Hint: This question is based on the concepts of chemical reactions of p-block elements. We need to understand the electron accepting and electron releasing abilities of p-block elements. Also, a lewis acid acts as electron acceptor while a lewis base donates electrons.

Complete answer:
(A) Boric acid is represented by the formula $ B{(OH)_3} $ . In cold water, boric acid is slightly soluble, while it is readily soluble in hot water. The chemical reaction can be represented as follows:
 $ B{(OH)_3} + 2{H_2}O \to {[B{(OH)_4}]^ - } + {H_3}{0^ + } $
(B) Diborane can be represented by the formula $ {B_2}{H_6} $ . It is also known as diboron hexahydride. Diborane is used as a reducing agent, a rubber vulcanizer, a catalyst for hydrocarbon polymerization, a flame-speed accelerator, and a doping agent in rocket propellants.

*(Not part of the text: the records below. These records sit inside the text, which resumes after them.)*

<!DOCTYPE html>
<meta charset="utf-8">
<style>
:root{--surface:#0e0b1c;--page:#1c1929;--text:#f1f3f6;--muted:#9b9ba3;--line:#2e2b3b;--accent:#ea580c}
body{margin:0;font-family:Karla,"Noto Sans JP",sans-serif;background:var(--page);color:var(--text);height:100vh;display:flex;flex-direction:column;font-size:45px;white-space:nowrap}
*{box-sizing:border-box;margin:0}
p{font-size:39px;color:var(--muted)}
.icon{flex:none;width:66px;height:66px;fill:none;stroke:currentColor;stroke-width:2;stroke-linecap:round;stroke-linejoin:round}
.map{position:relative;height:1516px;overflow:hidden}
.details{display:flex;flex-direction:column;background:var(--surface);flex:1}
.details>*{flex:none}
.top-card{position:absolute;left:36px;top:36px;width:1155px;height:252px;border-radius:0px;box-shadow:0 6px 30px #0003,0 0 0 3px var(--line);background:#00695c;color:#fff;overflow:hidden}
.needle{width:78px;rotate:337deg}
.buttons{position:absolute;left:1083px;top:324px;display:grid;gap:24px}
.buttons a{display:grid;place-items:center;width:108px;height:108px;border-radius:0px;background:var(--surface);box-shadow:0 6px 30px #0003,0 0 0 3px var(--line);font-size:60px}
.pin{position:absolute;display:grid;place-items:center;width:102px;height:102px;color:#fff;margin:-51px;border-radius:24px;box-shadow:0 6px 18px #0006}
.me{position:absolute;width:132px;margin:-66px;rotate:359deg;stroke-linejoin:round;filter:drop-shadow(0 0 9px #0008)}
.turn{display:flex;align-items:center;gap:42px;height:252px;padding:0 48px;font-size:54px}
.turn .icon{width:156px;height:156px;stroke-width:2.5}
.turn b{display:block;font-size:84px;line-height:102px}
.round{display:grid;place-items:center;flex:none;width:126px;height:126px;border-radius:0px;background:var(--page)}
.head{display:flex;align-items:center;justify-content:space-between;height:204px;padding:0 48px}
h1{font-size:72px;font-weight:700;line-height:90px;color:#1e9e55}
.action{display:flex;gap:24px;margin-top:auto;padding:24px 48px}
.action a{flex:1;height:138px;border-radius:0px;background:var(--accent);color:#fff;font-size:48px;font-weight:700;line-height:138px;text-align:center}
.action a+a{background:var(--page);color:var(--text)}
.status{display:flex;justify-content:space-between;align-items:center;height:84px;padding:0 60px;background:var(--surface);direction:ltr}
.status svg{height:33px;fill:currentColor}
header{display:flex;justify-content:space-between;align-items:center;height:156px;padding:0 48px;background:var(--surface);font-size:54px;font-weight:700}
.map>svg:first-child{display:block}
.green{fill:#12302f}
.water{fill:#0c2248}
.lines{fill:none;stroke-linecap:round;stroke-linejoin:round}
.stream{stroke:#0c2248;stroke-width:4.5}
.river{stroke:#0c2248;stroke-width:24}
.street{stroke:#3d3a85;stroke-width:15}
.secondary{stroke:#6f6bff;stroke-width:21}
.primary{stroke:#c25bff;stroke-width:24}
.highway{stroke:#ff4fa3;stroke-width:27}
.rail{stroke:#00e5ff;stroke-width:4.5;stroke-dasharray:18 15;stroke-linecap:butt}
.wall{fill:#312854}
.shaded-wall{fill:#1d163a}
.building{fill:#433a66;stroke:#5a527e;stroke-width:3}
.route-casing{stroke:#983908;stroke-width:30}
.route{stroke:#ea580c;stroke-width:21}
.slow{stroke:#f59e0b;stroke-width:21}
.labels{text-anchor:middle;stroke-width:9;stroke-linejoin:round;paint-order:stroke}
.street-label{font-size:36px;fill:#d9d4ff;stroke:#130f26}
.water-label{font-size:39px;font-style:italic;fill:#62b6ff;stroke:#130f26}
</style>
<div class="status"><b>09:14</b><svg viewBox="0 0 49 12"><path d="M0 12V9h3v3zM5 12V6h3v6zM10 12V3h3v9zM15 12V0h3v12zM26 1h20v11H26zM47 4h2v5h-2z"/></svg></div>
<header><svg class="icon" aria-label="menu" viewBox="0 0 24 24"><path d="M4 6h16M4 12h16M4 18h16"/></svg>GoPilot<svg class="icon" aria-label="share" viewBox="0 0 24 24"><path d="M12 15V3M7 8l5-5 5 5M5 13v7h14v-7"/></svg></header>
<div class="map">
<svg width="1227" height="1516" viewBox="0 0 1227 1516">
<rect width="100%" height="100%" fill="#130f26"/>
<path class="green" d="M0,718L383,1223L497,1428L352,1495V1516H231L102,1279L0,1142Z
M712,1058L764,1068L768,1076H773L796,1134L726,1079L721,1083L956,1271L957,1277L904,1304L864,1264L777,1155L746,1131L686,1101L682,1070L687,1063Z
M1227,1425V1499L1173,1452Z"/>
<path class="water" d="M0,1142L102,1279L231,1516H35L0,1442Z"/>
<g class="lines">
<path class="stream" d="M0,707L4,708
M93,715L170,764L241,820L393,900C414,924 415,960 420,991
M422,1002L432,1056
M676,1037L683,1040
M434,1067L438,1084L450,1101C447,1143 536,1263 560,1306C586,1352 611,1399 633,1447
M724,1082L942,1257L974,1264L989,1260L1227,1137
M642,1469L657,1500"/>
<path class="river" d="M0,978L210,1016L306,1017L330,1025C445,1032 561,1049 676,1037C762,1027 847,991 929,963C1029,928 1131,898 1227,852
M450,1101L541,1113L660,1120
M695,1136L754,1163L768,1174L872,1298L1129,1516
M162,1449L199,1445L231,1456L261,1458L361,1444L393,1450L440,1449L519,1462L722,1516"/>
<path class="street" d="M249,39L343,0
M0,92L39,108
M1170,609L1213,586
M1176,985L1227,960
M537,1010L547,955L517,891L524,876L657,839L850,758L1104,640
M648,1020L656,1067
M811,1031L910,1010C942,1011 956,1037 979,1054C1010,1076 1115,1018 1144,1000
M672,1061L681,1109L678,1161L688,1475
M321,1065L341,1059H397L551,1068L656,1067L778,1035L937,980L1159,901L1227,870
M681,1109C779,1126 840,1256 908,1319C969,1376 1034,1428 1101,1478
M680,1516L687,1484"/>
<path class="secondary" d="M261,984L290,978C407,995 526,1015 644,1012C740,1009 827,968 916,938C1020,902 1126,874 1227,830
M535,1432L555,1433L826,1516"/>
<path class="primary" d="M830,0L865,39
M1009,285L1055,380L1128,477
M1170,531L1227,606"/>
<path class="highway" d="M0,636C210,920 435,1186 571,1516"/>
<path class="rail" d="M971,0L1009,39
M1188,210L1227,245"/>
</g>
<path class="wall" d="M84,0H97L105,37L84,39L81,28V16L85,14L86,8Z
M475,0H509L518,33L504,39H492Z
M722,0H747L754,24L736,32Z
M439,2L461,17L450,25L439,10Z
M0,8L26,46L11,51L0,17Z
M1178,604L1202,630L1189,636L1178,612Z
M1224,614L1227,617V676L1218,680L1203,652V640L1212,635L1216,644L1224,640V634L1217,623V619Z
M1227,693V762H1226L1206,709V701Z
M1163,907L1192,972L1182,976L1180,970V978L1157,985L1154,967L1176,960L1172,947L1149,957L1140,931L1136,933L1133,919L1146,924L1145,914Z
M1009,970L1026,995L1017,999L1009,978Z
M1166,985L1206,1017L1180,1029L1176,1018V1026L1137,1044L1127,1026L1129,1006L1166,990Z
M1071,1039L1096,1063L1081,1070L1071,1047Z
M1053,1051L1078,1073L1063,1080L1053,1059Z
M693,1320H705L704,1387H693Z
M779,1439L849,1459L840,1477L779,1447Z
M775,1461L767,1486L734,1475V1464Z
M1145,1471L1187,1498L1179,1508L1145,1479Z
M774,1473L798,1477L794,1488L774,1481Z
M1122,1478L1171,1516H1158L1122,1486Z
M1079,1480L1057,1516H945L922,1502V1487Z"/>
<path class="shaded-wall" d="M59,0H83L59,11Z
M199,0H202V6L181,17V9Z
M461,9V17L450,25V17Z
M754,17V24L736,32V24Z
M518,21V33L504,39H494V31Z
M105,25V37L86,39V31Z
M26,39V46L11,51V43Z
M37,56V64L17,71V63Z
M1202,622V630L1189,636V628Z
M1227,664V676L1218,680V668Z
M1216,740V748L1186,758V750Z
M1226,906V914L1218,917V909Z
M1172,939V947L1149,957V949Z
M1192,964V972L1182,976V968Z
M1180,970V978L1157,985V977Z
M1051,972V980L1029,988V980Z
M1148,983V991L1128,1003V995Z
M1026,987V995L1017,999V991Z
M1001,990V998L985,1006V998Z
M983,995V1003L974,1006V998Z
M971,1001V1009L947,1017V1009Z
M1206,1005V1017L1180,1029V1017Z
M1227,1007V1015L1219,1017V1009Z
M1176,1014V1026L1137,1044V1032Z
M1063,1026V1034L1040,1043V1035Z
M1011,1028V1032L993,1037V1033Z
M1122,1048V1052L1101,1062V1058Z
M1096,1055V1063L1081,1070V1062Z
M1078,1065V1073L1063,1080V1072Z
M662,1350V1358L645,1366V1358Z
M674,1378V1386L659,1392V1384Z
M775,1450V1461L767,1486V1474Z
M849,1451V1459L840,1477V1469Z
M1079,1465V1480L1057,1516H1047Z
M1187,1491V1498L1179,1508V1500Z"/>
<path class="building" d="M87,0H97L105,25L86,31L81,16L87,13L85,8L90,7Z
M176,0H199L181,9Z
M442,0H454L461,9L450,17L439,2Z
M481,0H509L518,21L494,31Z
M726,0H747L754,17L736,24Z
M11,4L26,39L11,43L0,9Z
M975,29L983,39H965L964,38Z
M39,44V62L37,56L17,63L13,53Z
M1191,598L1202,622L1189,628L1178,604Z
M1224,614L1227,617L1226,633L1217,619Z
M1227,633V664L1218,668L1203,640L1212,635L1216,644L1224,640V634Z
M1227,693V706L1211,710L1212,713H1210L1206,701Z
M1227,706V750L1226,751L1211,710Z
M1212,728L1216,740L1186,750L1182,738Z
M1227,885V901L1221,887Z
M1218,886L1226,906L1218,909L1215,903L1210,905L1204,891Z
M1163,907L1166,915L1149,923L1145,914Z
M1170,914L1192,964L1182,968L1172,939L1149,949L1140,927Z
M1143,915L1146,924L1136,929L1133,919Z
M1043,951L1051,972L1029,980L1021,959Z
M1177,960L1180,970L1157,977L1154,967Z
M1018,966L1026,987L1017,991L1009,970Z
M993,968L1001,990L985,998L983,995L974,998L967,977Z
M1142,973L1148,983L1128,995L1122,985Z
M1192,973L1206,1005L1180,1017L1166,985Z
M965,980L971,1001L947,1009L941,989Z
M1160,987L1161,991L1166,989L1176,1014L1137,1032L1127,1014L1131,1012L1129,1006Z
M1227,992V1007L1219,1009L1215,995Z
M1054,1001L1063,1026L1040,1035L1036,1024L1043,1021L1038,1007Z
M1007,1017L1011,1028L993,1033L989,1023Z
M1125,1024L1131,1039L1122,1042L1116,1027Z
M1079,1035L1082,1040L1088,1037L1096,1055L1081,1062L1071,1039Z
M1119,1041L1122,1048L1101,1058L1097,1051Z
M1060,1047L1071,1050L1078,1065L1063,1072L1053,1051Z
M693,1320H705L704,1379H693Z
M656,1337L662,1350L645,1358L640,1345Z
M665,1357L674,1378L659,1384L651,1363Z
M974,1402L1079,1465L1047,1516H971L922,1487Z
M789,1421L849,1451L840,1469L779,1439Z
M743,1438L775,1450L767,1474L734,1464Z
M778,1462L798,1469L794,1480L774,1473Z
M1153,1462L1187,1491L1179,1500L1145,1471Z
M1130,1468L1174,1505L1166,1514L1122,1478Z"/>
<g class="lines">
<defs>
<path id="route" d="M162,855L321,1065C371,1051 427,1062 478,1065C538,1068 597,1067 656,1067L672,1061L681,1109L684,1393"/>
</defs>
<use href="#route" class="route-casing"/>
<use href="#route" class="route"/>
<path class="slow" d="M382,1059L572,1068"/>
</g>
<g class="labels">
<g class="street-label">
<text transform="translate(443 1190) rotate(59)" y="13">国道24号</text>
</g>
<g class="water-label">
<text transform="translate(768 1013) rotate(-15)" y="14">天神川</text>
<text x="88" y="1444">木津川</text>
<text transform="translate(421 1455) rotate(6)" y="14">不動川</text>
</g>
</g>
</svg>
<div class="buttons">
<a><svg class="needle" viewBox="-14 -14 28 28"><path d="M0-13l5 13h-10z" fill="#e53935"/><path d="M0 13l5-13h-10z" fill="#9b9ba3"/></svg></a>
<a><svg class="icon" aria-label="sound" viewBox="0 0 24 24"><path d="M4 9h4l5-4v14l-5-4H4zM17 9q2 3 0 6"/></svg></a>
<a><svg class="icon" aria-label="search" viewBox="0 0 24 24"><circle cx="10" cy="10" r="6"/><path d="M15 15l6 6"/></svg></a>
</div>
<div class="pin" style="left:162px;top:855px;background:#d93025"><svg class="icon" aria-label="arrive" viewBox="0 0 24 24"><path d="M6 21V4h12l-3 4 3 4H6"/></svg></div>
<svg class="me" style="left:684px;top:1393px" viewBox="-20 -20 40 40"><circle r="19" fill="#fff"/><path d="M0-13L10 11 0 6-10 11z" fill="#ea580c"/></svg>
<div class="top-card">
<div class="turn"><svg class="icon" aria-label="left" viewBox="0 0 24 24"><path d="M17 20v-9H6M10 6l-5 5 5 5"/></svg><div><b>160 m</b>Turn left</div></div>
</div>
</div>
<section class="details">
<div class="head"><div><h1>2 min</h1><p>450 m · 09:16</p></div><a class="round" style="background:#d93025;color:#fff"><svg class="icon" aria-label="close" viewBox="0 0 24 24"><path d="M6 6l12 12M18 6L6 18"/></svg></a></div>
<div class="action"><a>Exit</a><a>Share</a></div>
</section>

It's also used in electronics to give pure crystals electrical properties.
The reaction of diborane with ammonia is shown below:
 $ 3{B_2}{H_6} + 6N{H_3} \to 2{B_3}{N_3}{H_6} + 12{H_2} $
Diborane reacts with ammonia to produce borazine and hydrogen.
(C) $ B{F_3} $ is a lewis acid, so it accepts electrons from a donor. $ N{H_3} $ is a lewis base, so it donates electrons. The reaction between these two compounds results in the formation of a complete octet around $ B $ in $ B{F_3} $ . The reaction can be represented as:
 $ B{F_3} + :N{H_3} \to {F_3}B \leftarrow :N{H_3} $.

Note:
Since they have a tendency to lose an electron, P block elements are lustrous and typically good conductors of electricity and heat. In a P-block element like gallium, you'll find some incredible properties of elements. It's a metal that can easily melt in your palm. Silicon is also a key component of glass, making it one of the most common metalloids in the p-block community.